*** Task data ***

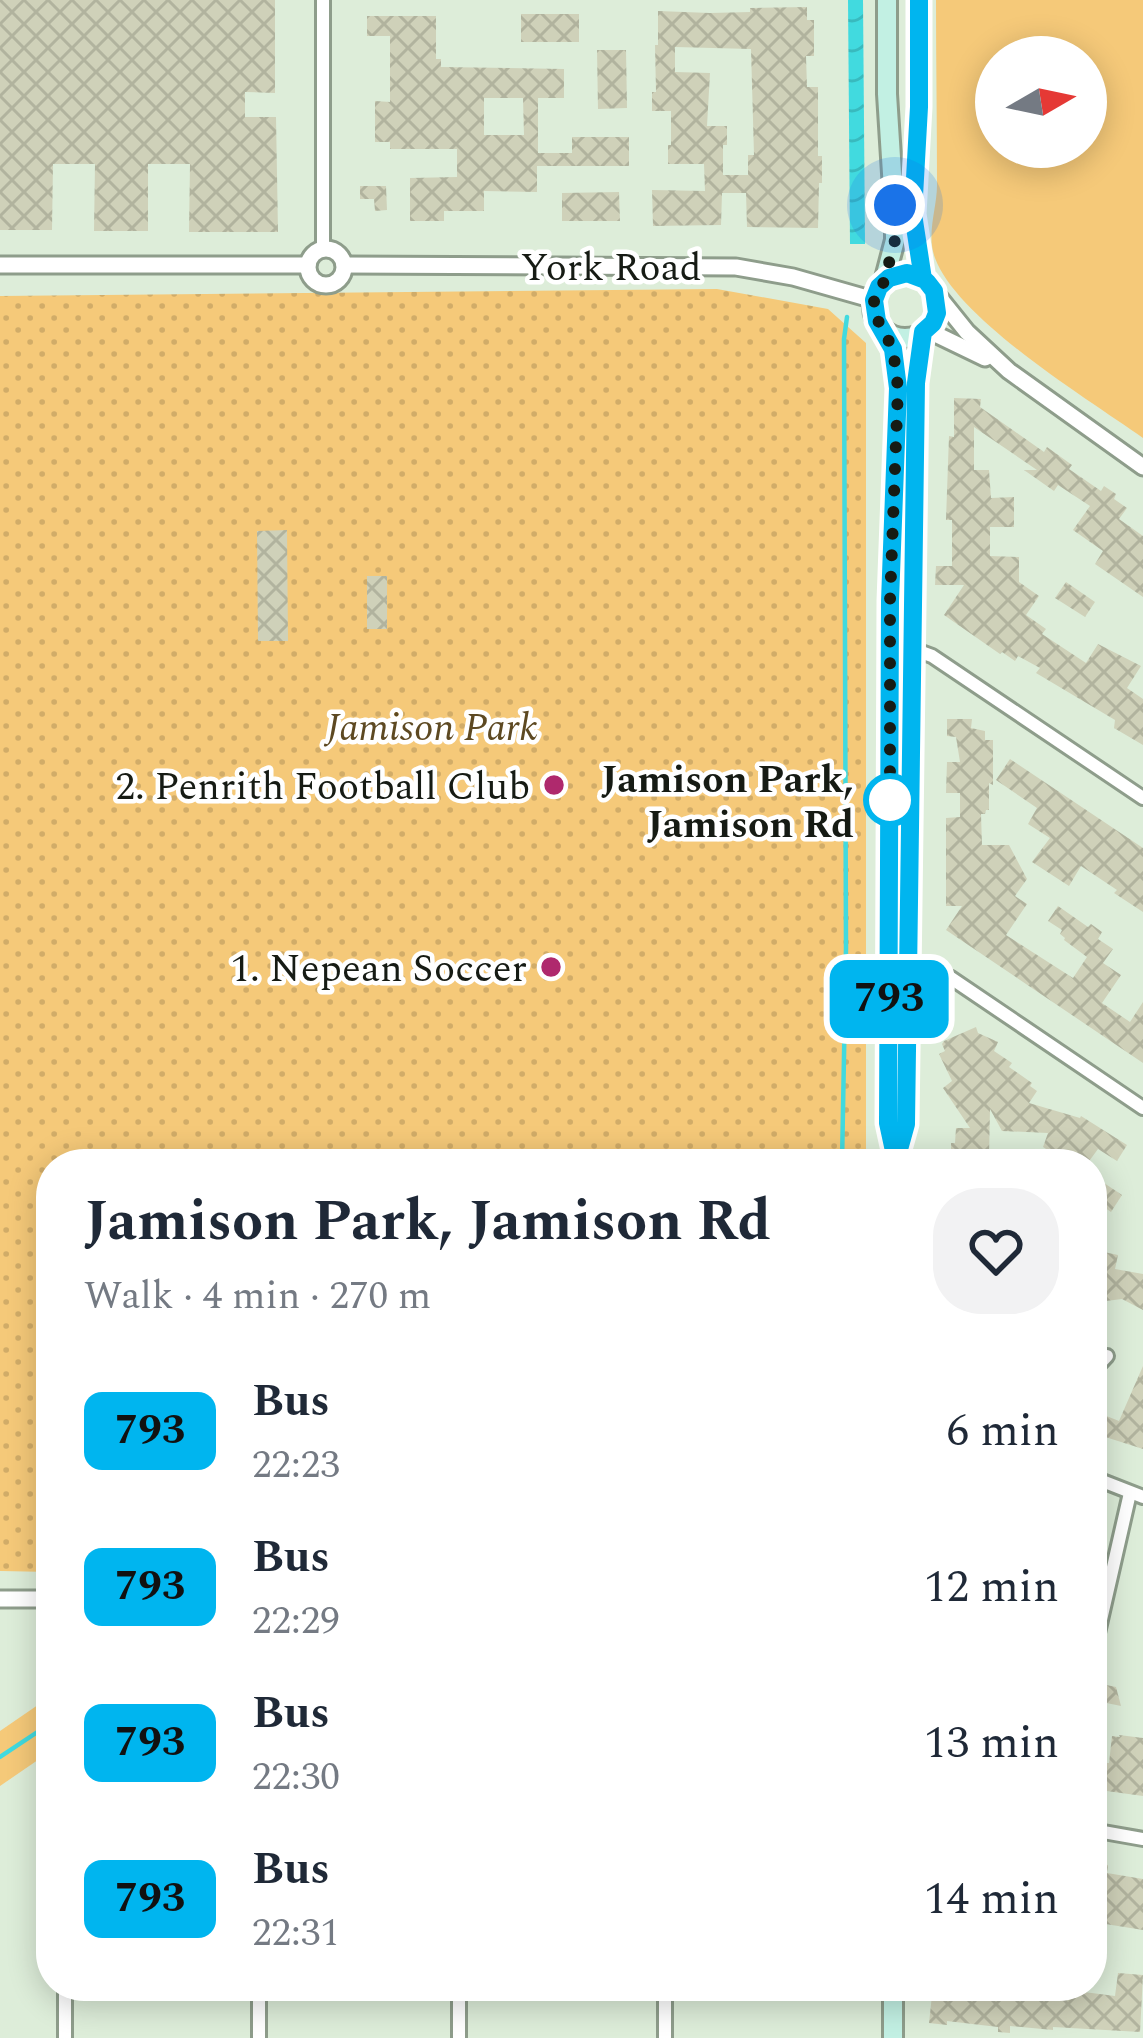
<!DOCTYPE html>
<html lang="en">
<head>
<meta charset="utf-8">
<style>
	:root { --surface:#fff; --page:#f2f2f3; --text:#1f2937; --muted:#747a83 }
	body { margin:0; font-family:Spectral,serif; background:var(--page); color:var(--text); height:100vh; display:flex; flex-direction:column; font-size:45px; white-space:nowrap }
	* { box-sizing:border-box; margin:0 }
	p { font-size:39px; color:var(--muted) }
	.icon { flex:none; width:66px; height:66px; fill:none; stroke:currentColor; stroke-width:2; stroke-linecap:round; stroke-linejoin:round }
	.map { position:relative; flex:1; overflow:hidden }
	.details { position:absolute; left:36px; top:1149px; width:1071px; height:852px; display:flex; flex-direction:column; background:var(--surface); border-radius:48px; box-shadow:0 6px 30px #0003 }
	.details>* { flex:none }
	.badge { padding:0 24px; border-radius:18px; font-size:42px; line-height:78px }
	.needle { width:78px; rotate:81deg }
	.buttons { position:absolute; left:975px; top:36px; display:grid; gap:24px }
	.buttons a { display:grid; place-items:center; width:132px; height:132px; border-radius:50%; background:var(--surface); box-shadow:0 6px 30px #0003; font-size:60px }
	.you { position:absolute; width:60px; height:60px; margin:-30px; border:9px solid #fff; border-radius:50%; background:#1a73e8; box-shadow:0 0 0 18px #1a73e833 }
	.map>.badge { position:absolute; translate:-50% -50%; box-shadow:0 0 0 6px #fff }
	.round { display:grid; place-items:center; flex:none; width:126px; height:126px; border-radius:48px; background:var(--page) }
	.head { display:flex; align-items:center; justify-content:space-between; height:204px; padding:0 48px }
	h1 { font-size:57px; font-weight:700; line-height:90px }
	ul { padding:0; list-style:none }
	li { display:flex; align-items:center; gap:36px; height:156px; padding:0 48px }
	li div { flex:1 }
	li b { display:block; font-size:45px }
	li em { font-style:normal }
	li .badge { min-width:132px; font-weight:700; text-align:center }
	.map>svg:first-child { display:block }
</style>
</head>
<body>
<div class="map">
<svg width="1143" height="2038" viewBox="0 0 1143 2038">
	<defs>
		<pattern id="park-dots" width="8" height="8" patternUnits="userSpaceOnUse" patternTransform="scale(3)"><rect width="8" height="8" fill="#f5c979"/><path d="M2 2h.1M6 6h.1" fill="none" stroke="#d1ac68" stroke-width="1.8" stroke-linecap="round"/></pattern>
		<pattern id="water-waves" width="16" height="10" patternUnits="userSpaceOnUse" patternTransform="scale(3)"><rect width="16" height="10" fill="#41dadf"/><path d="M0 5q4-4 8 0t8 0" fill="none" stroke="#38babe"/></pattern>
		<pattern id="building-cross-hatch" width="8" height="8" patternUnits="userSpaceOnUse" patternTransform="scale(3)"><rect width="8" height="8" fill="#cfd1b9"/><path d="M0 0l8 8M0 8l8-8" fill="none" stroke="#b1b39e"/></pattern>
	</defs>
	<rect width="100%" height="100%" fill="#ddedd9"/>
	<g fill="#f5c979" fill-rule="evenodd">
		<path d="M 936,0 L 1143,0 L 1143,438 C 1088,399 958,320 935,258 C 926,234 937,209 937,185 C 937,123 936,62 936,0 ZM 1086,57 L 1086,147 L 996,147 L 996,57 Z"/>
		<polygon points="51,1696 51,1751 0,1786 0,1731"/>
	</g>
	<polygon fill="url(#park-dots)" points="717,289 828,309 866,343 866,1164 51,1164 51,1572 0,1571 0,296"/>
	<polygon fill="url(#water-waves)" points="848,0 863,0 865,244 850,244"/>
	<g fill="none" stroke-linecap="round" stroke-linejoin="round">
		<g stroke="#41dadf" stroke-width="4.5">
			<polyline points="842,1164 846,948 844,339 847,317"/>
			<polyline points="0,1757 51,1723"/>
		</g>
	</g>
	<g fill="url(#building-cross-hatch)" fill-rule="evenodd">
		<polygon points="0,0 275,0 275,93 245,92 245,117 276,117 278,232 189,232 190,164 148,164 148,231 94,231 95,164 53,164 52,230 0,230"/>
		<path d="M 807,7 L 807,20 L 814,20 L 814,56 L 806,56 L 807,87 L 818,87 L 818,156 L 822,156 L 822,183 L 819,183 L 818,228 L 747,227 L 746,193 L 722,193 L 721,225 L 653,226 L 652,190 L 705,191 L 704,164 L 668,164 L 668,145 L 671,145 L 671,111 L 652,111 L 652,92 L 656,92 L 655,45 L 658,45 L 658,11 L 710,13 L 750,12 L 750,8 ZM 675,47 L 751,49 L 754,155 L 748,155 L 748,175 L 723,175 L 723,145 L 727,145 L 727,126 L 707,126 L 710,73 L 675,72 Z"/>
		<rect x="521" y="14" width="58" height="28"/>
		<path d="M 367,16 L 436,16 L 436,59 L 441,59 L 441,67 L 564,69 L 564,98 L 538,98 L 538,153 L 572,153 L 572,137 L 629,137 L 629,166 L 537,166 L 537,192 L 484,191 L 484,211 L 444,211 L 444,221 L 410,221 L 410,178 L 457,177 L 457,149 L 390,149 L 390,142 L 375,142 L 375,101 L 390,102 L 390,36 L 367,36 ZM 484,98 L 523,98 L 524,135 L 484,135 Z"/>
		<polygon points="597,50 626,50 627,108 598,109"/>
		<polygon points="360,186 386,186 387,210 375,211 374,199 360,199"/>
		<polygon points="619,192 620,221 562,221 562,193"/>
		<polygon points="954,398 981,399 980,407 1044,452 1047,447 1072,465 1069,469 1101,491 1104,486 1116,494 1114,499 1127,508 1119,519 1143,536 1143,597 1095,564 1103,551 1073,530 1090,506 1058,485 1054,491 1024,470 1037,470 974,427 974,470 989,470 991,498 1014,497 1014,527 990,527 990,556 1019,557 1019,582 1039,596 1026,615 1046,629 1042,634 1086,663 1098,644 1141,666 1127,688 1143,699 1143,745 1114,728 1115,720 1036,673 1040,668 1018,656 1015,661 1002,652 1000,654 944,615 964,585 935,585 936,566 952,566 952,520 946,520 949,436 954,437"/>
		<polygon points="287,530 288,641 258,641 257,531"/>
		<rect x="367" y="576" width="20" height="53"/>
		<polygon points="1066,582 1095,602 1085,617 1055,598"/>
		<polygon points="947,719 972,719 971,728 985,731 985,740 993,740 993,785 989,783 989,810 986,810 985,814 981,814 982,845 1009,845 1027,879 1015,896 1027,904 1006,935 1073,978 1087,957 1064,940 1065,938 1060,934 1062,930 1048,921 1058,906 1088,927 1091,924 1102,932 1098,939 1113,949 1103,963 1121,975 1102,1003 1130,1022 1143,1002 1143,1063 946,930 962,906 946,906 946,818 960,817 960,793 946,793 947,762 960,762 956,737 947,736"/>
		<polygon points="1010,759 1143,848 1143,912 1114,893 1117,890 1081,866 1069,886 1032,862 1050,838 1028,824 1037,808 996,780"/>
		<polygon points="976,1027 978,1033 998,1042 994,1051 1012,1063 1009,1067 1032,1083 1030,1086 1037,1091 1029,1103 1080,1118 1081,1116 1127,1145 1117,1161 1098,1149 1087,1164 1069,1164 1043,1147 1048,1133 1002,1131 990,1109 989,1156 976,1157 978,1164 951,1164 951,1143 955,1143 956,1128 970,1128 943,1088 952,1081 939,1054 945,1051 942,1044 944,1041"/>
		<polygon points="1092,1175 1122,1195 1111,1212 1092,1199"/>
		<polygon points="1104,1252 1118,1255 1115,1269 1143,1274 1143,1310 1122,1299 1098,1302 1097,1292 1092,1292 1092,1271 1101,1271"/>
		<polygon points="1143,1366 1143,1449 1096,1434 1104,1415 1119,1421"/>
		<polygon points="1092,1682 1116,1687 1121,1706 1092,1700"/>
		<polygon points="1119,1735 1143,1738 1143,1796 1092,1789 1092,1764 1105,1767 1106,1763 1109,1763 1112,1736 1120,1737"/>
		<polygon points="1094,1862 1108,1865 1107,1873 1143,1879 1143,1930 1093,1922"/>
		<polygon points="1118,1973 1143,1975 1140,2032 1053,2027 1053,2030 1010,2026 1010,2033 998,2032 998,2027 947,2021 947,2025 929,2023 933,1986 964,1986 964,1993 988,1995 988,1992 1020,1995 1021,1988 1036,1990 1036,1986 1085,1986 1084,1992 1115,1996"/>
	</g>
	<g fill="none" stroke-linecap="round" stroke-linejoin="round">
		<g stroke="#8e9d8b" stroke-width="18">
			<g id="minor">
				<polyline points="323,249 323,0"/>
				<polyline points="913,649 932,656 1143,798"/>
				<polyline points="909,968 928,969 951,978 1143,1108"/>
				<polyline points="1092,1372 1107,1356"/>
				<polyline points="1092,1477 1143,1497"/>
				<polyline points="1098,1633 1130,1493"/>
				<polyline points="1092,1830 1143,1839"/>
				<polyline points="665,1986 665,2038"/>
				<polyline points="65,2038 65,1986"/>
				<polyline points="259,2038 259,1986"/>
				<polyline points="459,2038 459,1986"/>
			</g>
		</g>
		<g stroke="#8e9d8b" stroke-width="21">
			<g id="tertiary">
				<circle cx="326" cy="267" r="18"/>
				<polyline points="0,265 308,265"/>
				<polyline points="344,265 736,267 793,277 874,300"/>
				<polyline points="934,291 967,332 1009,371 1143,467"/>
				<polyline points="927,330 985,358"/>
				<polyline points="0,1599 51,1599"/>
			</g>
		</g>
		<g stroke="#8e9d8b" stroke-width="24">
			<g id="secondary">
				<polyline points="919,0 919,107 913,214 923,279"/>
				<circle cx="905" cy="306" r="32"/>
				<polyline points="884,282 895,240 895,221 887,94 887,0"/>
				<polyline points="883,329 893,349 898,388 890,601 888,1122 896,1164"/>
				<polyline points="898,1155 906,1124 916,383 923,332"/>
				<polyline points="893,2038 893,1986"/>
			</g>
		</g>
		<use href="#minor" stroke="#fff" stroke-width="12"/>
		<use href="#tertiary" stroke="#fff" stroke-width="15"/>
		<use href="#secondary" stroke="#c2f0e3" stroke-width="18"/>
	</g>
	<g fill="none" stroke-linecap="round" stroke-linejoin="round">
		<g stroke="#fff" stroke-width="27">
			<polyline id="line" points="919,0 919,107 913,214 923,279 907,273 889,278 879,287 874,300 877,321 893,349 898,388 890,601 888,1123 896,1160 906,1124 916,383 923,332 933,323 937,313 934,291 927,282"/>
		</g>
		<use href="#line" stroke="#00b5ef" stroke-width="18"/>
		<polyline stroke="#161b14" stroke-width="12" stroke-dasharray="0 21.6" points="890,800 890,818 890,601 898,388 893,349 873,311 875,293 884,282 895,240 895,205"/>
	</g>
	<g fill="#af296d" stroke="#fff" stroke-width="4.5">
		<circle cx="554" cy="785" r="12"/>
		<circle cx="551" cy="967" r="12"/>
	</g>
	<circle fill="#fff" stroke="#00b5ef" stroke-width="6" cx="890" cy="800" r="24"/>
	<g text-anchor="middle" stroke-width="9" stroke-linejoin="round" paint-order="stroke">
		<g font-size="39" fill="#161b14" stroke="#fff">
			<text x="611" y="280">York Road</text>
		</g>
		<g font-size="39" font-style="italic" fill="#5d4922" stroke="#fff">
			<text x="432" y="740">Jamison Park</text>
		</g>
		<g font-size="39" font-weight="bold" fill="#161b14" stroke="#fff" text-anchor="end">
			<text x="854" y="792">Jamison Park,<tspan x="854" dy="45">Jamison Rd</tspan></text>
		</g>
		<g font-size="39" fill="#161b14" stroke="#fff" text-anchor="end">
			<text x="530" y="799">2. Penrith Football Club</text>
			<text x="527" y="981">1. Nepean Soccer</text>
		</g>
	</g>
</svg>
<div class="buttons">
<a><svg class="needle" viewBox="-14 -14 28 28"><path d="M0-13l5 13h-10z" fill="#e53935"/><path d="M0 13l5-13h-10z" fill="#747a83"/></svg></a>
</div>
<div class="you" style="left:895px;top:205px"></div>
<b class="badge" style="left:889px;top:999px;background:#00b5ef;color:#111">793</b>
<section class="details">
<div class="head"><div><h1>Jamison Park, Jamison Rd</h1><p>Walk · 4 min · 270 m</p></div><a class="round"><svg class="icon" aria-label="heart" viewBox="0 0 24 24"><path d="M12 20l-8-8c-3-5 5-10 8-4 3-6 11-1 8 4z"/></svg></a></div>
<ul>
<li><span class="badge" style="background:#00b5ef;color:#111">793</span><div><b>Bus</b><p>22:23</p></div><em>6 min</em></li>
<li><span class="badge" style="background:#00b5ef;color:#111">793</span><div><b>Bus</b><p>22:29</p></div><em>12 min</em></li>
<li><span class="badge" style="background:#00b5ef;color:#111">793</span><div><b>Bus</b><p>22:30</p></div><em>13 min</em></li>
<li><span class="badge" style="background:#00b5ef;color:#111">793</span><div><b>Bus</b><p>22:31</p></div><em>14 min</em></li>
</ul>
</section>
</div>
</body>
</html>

***

__Exercise brief__
Stop after the line containing "display:flex; align-items:center; justify-content:space-between;": copy the records exactly from the first line up to there, leaving pictures out.

__Reply__
<!DOCTYPE html>
<html lang="en">
<head>
<meta charset="utf-8">
<style>
	:root { --surface:#fff; --page:#f2f2f3; --text:#1f2937; --muted:#747a83 }
	body { margin:0; font-family:Spectral,serif; background:var(--page); color:var(--text); height:100vh; display:flex; flex-direction:column; font-size:45px; white-space:nowrap }
	* { box-sizing:border-box; margin:0 }
	p { font-size:39px; color:var(--muted) }
	.icon { flex:none; width:66px; height:66px; fill:none; stroke:currentColor; stroke-width:2; stroke-linecap:round; stroke-linejoin:round }
	.map { position:relative; flex:1; overflow:hidden }
	.details { position:absolute; left:36px; top:1149px; width:1071px; height:852px; display:flex; flex-direction:column; background:var(--surface); border-radius:48px; box-shadow:0 6px 30px #0003 }
	.details>* { flex:none }
	.badge { padding:0 24px; border-radius:18px; font-size:42px; line-height:78px }
	.needle { width:78px; rotate:81deg }
	.buttons { position:absolute; left:975px; top:36px; display:grid; gap:24px }
	.buttons a { display:grid; place-items:center; width:132px; height:132px; border-radius:50%; background:var(--surface); box-shadow:0 6px 30px #0003; font-size:60px }
	.you { position:absolute; width:60px; height:60px; margin:-30px; border:9px solid #fff; border-radius:50%; background:#1a73e8; box-shadow:0 0 0 18px #1a73e833 }
	.map>.badge { position:absolute; translate:-50% -50%; box-shadow:0 0 0 6px #fff }
	.round { display:grid; place-items:center; flex:none; width:126px; height:126px; border-radius:48px; background:var(--page) }
	.head { display:flex; align-items:center; justify-content:space-between; height:204px; padding:0 48px }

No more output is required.